(Stored data entries)
-------------------------
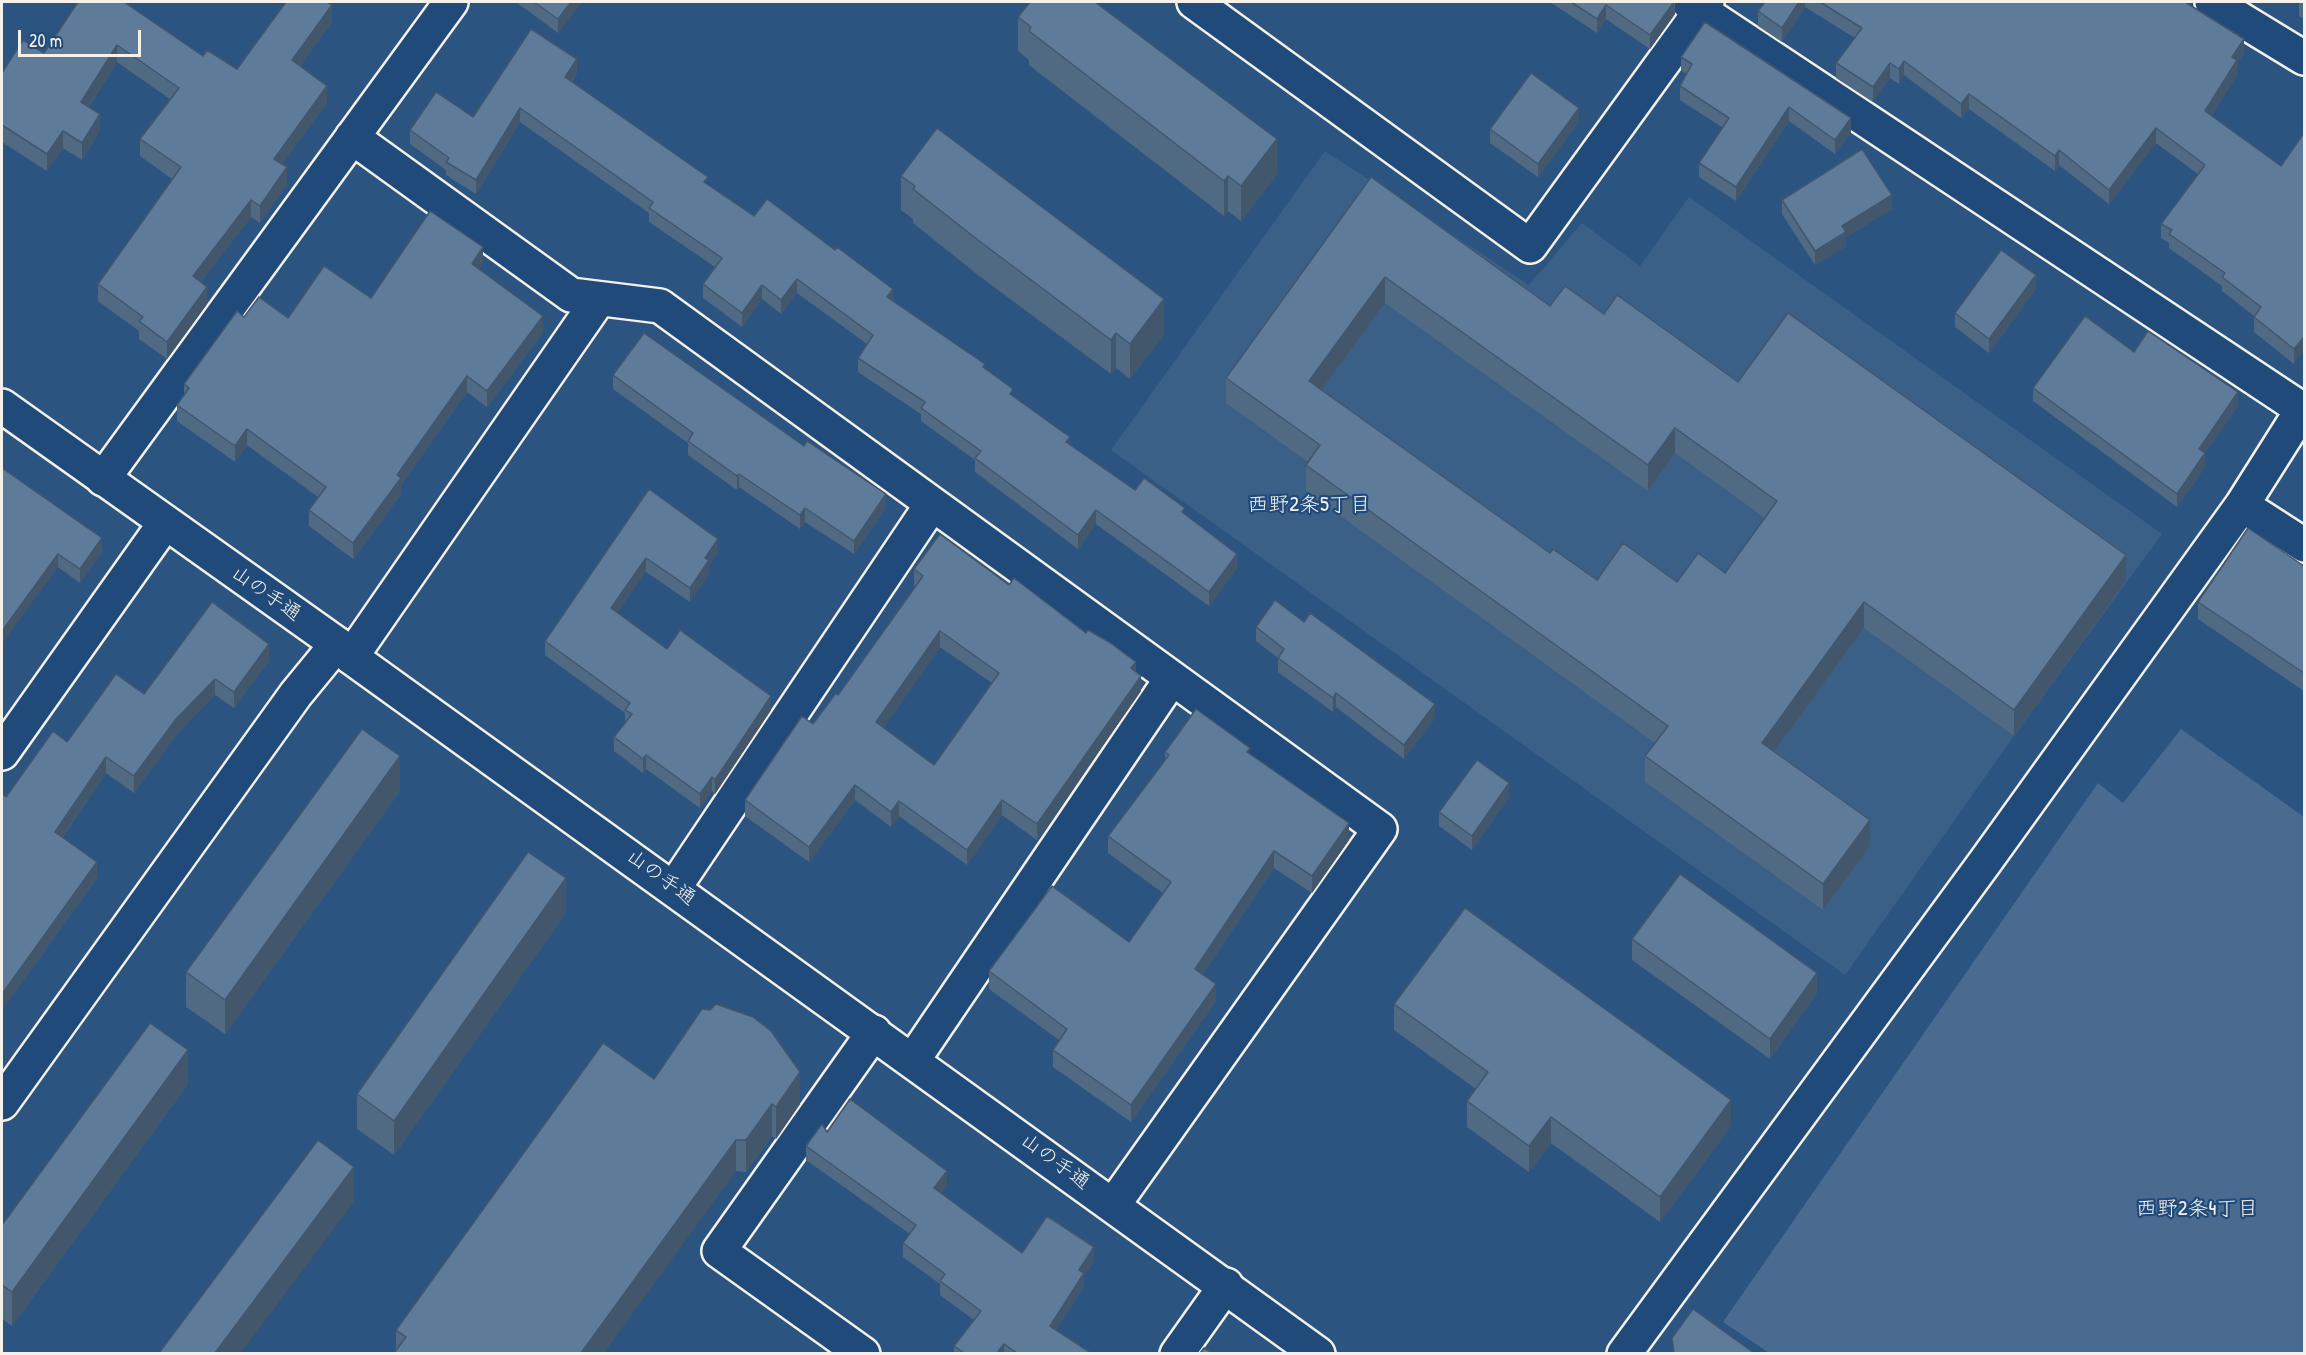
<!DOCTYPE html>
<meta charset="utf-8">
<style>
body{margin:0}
#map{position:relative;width:2306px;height:1355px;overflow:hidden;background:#2c5481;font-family:"Patrick Hand",sans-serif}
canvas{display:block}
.frame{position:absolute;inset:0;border:3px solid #f4f1e8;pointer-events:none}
.scale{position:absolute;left:18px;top:30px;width:123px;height:27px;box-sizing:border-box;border:3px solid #f4f1e8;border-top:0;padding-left:8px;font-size:18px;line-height:21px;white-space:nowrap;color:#f4f1e8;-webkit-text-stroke:4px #1f4a7a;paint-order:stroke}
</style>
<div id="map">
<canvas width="2306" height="1355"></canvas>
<div class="frame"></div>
<div class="scale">20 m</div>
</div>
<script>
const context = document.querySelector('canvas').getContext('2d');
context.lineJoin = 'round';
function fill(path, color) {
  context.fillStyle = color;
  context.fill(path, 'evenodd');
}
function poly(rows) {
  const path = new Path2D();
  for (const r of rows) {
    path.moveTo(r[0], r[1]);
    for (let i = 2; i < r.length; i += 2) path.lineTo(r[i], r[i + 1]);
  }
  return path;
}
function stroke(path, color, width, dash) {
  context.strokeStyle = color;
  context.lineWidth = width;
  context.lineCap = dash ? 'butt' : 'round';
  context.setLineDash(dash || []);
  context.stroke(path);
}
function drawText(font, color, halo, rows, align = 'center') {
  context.font = font + ' "Patrick Hand","Klee One",sans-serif';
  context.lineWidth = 4.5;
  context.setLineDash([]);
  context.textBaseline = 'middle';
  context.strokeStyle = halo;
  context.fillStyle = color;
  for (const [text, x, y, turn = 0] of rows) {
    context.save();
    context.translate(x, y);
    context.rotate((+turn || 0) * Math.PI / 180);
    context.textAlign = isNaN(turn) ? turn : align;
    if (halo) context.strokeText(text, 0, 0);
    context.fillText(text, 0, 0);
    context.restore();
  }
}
fill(poly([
 [1325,151,1529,285,1582,223,1640,266,1689,197,2162,534,2014,736,1845,975,1111,450]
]), '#3b6088');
fill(poly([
 [2181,729,2304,817,2304,1353,1769,1353,1723,1322,2098,783,2123,803]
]), '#496b90');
const minor = poly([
 [1194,2,1530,246,1707,2],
 [1688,2,2303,410],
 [2212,2,2304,58],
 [352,137,571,295,660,306,1380,829,1114,1204],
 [103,479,451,2],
 [2242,505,2304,545],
 [351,657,599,299],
 [2,753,165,523],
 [674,888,932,504],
 [913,1060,1172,678],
 [2,1103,296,694,337,644],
 [863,1354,719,1251,874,1032],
 [1177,1354,1226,1285],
 [1624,1354,1985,862,2242,505,2304,407]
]);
const primary = poly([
 [2,406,337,644,351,657,1318,1354]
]);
stroke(minor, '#f4f1e8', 38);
stroke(primary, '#f4f1e8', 38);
stroke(minor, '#1f4a7a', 33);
stroke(primary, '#1f4a7a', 33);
fill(poly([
 [78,2,203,56,237,69,332,22,300,66,327,103,282,164,287,184,260,223,251,217,201,282,207,304,167,359,139,339,139,331,98,301,98,284,172,179,140,156,140,139,170,99,117,62,89,107,100,131,82,160,63,148,47,171,2,142,2,73,44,53],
 [516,2,582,2,558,33],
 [1550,2,1675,2,1675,14,1650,49,1606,19,1597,33],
 [1765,2,2185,2,2244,53,2237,63,2237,75,2211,116,2281,166,2304,133,2294,364,2254,332,2254,316,2222,291,2222,286,2169,248,2169,243,2161,238,2161,224,2198,174,2156,143,2109,204,2059,165,2055,171,1969,109,1961,118,1904,75,1899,84,1890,78,1873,102,1836,78,1836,63,1855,38,1805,7,1782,42,1758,26,1758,11],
 [2299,2,2304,2,2304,19,2299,16],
 [1018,17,1277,174,1241,221,1228,211,1224,216,1029,65,1029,60,1018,51],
 [1681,57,1851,132,1835,154,1789,121,1736,201,1699,177,1699,163,1723,128,1680,100,1680,86,1686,74,1681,70],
 [577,73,572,82,708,185,754,216,893,302,985,369,1013,397,1070,445,1135,490,1185,515,1237,568,1209,606,1096,524,1078,549,975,472,975,460,921,421,921,414,858,372,858,358,867,344,797,293,781,314,762,299,742,327,703,298,703,284,715,267,649,222,649,213,520,122,476,194,446,175,446,170,410,144,410,130,473,117],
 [1579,121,1538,177,1490,143,1490,129],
 [901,176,1164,334,1130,379,1116,368,1111,374,978,275,913,223,913,219,901,210],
 [1371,177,1550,306,1604,314,2126,581,2014,736,1864,628,1774,751,1870,846,1823,910,1645,782,1645,756,1655,743,1306,491,1306,465,1308,462,1226,403,1226,378],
 [1385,303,1648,491,1675,453,1765,518,1725,573,1677,582,1597,580,1550,553,1321,390],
 [1782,200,1892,209,1846,237,1846,246,1815,265,1782,214],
 [483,263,479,269,543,332,487,407,467,392,401,485,401,494,353,559,309,526,309,510,318,497,247,445,235,462,177,421,177,405,184,396,184,384,244,317,288,318,371,298],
 [2036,289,1989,353,1955,327,1955,313],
 [613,375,886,508,854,554,805,522,800,529,739,487,737,490,688,455,688,443,613,389],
 [2033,388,2238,406,2205,453,2205,467,2177,507,2033,401],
 [2,468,102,552,80,583,58,567],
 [649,489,718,553,709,565,709,574,690,602,646,572,617,612,667,649,771,710,715,794,712,791,700,808,646,769,643,773,614,751,614,737,625,723,625,713,545,655,545,641],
 [2304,566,2304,691,2198,619,2198,602],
 [914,569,1009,585,1136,672,1141,691,1037,840,1002,815,967,865,899,816,891,827,855,800,809,862,745,816,745,800,813,724,838,695,915,586,914,585],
 [940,647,992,683,934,765,883,728],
 [1256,627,1435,718,1404,759,1336,707,1333,712,1278,672,1278,658,1256,641],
 [269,661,234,708,215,695,176,735,134,793,106,773,63,837,97,878,2,1010,2,794,6,797,67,742,144,694],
 [1165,752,1250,754,1349,840,1312,893,1274,868,1203,974,1216,1001,1131,1122,1053,1067,1053,1050,1059,1040,989,989,989,971,1129,942,1163,893,1108,853,1108,836,1165,761],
 [400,791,225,1034,186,1007,186,972],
 [1509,797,1472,850,1439,826,1439,812],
 [566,913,394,1155,357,1129,357,1094],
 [1632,939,1817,993,1770,1059,1632,960],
 [1394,1004,1731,1126,1660,1222,1551,1143,1529,1172,1467,1127,1467,1101,1476,1089,1394,1030],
 [654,1079,800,1104,776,1139,772,1136,746,1172,736,1171,396,1350,396,1330],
 [188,1084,12,1326,2,1319,2,1225],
 [827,1132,947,1185,941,1193,1022,1253,1094,1261,1084,1276,1084,1287,1056,1330,1091,1353,954,1353,954,1346,974,1320,940,1295,940,1284,903,1257,903,1243,910,1234,806,1160,806,1146]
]), '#516a84');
fill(poly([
 [571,2,582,2,558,33,558,19],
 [1674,2,1675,14,1650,49,1650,35],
 [1799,2,1805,2,1805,7,1782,42,1782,28],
 [332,5,332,22,292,77,292,60],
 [1606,5,1606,19,1597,33,1597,19],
 [2244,39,2244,53,2237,63,2237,75,2205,125,2205,111,2232,57],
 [117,45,117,62,81,119,81,102],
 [577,59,577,73,565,91,565,77],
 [1904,61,1904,75,1899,84,1899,69],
 [1890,63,1890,78,1873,102,1873,87],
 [327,86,327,103,274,176,274,159],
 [1969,94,1969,109,1961,118,1961,104],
 [1789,107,1789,121,1736,201,1736,187],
 [520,108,520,122,476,194,476,180],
 [1579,108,1579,121,1538,177,1538,164],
 [100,114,100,131,82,160,82,143],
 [1851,118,1851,132,1835,154,1835,140],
 [2156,128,2156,143,2109,204,2109,190],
 [63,131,63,148,47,171,47,154],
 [1277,139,1277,174,1241,221,1241,186],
 [2059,150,2059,165,2055,171,2055,156],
 [287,167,287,184,260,223,260,206],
 [1228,176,1228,211,1224,216,1224,181],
 [1892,195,1892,209,1846,237,1846,246,1815,265,1815,251,1842,226],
 [251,200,251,217,193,293,193,276],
 [483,247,483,263,472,279,472,264],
 [2036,275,2036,289,1989,353,1989,339],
 [1385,277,1385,303,1309,407,1309,381],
 [797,279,797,293,781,314,781,300],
 [762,285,762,299,742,327,742,313],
 [207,287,207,304,167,359,167,342],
 [893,289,893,302,887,297],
 [1164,299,1164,334,1130,379,1130,344],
 [543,316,543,332,487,407,487,391],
 [1116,333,1116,368,1111,374,1111,340],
 [2304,337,2304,351,2294,364,2294,349],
 [467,376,467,392,401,485,401,494,353,559,353,543,397,475],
 [2238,392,2238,406,2203,456,2205,453,2205,467,2177,507,2177,494,2199,449],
 [1675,428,1675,453,1648,491,1648,465],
 [247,429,247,445,235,462,235,446],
 [1070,437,1070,450,1066,442],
 [739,474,739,487,737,490,737,476],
 [886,494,886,508,854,554,854,541],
 [805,508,805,522,800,529,800,515],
 [1096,510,1096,524,1078,549,1078,535],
 [102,538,102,552,80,583,80,569],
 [718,539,718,553,709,565,709,574,690,602,690,588,705,558],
 [58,554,58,567,2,644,2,631],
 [1237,554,1237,568,1209,606,1209,592],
 [2126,555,2126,581,2014,736,2014,710],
 [646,558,646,572,611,622,611,608],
 [1864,602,1864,628,1762,768,1762,743],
 [940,631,940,647,876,738,876,722],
 [269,644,269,661,234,708,234,692],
 [1136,662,1136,677,1131,668],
 [1141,676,1141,691,1037,840,1037,824],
 [215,679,215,695,176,735,134,793,134,776,176,719],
 [1336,693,1336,707,1333,712,1333,698],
 [771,696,771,710,715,794,715,780],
 [1435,704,1435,718,1404,759,1404,745],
 [646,755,646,769,643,773,643,759],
 [400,756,400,791,225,1034,225,1000],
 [106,757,106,773,55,848,55,832],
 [712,777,712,791,700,808,700,794],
 [1509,783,1509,797,1472,850,1472,836],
 [855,785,855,800,809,862,809,847],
 [1002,800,1002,815,967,865,967,850],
 [899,801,899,816,891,827,891,812],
 [1870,820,1870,846,1823,910,1823,884],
 [1349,823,1349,840,1312,893,1312,876],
 [1274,851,1274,868,1195,986,1195,969],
 [97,862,97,878,2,1010,2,994],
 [566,878,566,913,394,1155,394,1121],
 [1817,973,1817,993,1770,1059,1770,1039],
 [1216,984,1216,1001,1131,1122,1131,1105],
 [188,1050,188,1084,12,1326,12,1292],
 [800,1072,800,1104,776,1139,776,1107],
 [1731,1100,1731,1126,1660,1222,1660,1197],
 [772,1104,772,1136,746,1172,746,1140],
 [1551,1117,1551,1143,1529,1172,1529,1146],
 [736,1140,736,1171,604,1353,581,1353],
 [354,1167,354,1202,241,1353,215,1353],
 [947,1171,947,1185,934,1202,934,1188],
 [1094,1247,1094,1261,1084,1276,1084,1287,1050,1340,1050,1326,1079,1270],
 [1004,1344,1004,1353,997,1353]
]), '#42566c');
const building = poly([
 [78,2,124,2,203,56,207,50,237,69,286,2,327,2,332,5,292,60,327,86,274,159,287,167,260,206,251,200,193,276,207,287,167,342,139,321,143,317,98,284,181,167,140,139,179,88,117,45,81,102,100,114,82,143,63,131,47,154,2,125,2,73,23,40,44,53,78,2],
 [534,2,571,2,558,19,534,2],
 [1030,2,1095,2,1277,139,1241,186,1228,176,1224,181,1029,31,1031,27,1018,17,1030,2],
 [1571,2,1674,2,1650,35,1606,5,1597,19,1571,2],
 [1765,2,1799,2,1782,28,1758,11,1765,2],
 [1820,2,2185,2,2244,39,2232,57,2237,60,2205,111,2281,166,2304,133,2304,337,2294,349,2254,317,2261,307,2222,277,2225,273,2169,234,2172,230,2161,224,2205,165,2156,128,2109,190,2059,150,2055,156,1969,94,1961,104,1904,61,1899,69,1890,63,1873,87,1836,63,1862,28,1820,2],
 [1705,22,1851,118,1835,140,1789,107,1736,187,1699,163,1729,118,1680,86,1692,64,1681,57,1705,22],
 [531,29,577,59,565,77,708,177,704,182,754,216,767,199,835,250,837,247,893,289,887,297,985,364,983,367,1013,389,1010,394,1070,437,1066,442,1135,490,1144,478,1185,508,1182,512,1237,554,1209,592,1096,510,1078,535,975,458,981,451,921,408,925,402,858,358,873,335,797,279,781,300,762,285,742,313,703,284,722,258,649,208,653,202,520,108,476,180,446,162,449,158,410,130,436,92,473,117,531,29],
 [1531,73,1579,108,1538,164,1490,129,1531,73],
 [937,128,1164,299,1130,344,1116,333,1111,340,978,240,913,189,915,186,901,176,937,128],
 [1862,149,1892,195,1842,226,1846,232,1815,251,1782,200,1862,149],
 [1371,177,1550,306,1565,286,1604,314,1617,295,1738,382,1788,313,2126,555,2014,710,1864,602,1762,743,1870,820,1823,884,1645,756,1668,726,1306,465,1320,445,1226,378,1371,177],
 [1385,277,1648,465,1675,428,1777,501,1725,573,1698,553,1677,582,1623,543,1597,580,1553,549,1550,553,1309,381,1385,277],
 [430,211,483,247,472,264,543,316,487,391,467,376,397,475,401,478,353,543,309,510,326,487,247,429,235,446,177,405,189,388,184,384,237,311,244,317,259,297,288,318,324,266,371,298,430,211],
 [2001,250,2036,275,1989,339,1955,313,2001,250],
 [2085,316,2134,352,2148,331,2238,392,2199,449,2205,453,2177,494,2033,388,2085,316],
 [644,333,804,446,807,441,886,494,854,541,805,508,800,515,739,474,737,476,688,441,693,433,613,375,644,333],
 [2,468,102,538,80,569,58,554,2,631,2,468],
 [649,489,718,539,705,558,709,560,690,588,646,558,611,608,667,649,680,630,771,696,715,780,712,777,700,794,646,755,643,759,614,737,632,714,625,710,630,703,545,641,649,489],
 [2248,528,2304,566,2304,673,2198,602,2248,528],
 [940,534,1009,585,1014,578,1086,633,1088,630,1109,642,1136,662,1131,668,1141,676,1037,824,1002,800,967,850,899,801,891,812,855,785,809,847,745,800,802,716,813,724,836,693,838,695,923,576,914,569,940,534],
 [940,631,999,673,934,765,876,722,940,631],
 [1275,600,1304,622,1310,613,1435,704,1404,745,1336,693,1333,698,1278,658,1284,649,1256,627,1275,600],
 [212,602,269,644,234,692,215,679,176,719,134,776,106,757,55,832,97,862,2,994,2,794,6,797,53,731,67,742,116,674,144,694,212,602],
 [1196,709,1250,748,1247,752,1349,823,1312,876,1274,851,1195,969,1216,984,1131,1105,1053,1050,1067,1029,989,971,1052,886,1129,942,1171,882,1108,836,1169,755,1165,752,1196,709],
 [362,729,400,756,225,1000,186,972,362,729],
 [1477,760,1509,783,1472,836,1439,812,1477,760],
 [528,852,566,878,394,1121,357,1094,528,852],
 [1680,874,1817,973,1770,1039,1632,939,1680,874],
 [1465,908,1731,1100,1660,1197,1551,1117,1529,1146,1467,1101,1488,1072,1394,1004,1465,908],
 [716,1004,753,1017,771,1031,800,1072,776,1107,772,1104,746,1140,736,1140,581,1353,394,1353,406,1337,396,1330,603,1043,654,1079,702,1009,710,1010,716,1004],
 [150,1023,188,1050,12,1292,2,1285,2,1225,150,1023],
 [850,1099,947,1171,934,1188,1022,1253,1047,1216,1094,1247,1079,1270,1084,1273,1050,1326,1091,1353,1017,1353,1004,1344,997,1353,964,1353,954,1346,981,1311,940,1281,945,1274,903,1243,916,1225,806,1146,822,1124,827,1132,850,1099],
 [318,1140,354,1167,215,1353,159,1353,318,1140],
 [1693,1309,1754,1353,1674,1353,1672,1338,1693,1309],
 [1204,1348,1212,1353,1200,1353,1204,1348]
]);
fill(building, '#5e7b9a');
stroke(building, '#42566c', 1.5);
drawText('20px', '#f4f1e8', '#1f4a7a', [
 ["山の手通",266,594,35],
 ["山の手通",661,878,36],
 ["山の手通",1055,1162,36]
]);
drawText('21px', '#f4f1e8', '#1f4a7a', [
 ["西野2条5丁目",1309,505],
 ["西野2条4丁目",2197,1209]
]);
</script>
-------------------------
## ACTIVITY
The lines to return are those in the entries above that include "path".

## ANSWER
function fill(path, color) {
  context.fill(path, 'evenodd');
  const path = new Path2D();
    path.moveTo(r[0], r[1]);
    for (let i = 2; i < r.length; i += 2) path.lineTo(r[i], r[i + 1]);
  return path;
function stroke(path, color, width, dash) {
  context.stroke(path);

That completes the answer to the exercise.